> PROBLEM STATEMENT
All lines from the one containing "Task: Serialize what" to the end of the data below are to be returned exactly, both ends included, with nothing added.

---------------

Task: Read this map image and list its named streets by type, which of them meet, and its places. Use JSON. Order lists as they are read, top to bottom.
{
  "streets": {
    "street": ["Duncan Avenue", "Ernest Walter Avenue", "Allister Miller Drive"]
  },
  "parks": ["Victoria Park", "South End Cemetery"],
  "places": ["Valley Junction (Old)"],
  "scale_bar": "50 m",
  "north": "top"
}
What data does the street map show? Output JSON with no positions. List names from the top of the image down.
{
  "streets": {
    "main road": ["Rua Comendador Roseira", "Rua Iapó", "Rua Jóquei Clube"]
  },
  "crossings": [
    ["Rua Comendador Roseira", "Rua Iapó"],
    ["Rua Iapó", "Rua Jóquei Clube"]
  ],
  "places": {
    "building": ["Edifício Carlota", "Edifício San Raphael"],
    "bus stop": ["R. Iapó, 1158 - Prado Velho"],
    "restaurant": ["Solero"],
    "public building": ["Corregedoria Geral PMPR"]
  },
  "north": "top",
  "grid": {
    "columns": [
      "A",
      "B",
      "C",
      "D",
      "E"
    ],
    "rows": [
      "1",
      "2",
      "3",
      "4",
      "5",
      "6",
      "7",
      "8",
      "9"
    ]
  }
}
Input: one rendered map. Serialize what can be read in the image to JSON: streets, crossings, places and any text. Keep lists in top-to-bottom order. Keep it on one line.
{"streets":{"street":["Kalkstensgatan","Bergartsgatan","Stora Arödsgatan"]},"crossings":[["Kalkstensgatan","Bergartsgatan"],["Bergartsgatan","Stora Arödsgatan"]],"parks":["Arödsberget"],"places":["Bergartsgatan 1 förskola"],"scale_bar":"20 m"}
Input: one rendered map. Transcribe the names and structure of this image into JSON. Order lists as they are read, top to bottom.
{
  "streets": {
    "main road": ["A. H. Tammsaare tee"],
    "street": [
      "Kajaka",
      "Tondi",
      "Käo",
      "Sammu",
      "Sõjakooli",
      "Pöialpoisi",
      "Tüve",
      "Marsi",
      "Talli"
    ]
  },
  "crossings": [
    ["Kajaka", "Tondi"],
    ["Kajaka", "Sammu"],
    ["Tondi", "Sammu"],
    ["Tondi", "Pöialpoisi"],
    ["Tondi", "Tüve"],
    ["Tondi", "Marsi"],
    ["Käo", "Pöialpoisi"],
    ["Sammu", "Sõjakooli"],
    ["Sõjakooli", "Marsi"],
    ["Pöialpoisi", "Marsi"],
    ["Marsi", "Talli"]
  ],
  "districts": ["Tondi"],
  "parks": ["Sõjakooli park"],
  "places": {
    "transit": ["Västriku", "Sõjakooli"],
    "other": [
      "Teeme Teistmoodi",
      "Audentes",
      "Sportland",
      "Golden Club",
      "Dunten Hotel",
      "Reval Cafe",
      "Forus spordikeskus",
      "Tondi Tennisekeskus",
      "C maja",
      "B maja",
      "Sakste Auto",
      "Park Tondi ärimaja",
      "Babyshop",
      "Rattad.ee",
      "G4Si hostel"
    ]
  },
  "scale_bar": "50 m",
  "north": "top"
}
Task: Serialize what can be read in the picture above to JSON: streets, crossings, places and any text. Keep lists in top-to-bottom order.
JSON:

---------------

> WRITTEN REPLY
Task: Serialize what can be read in the picture above to JSON: streets, crossings, places and any text. Keep lists in top-to-bottom order.
JSON:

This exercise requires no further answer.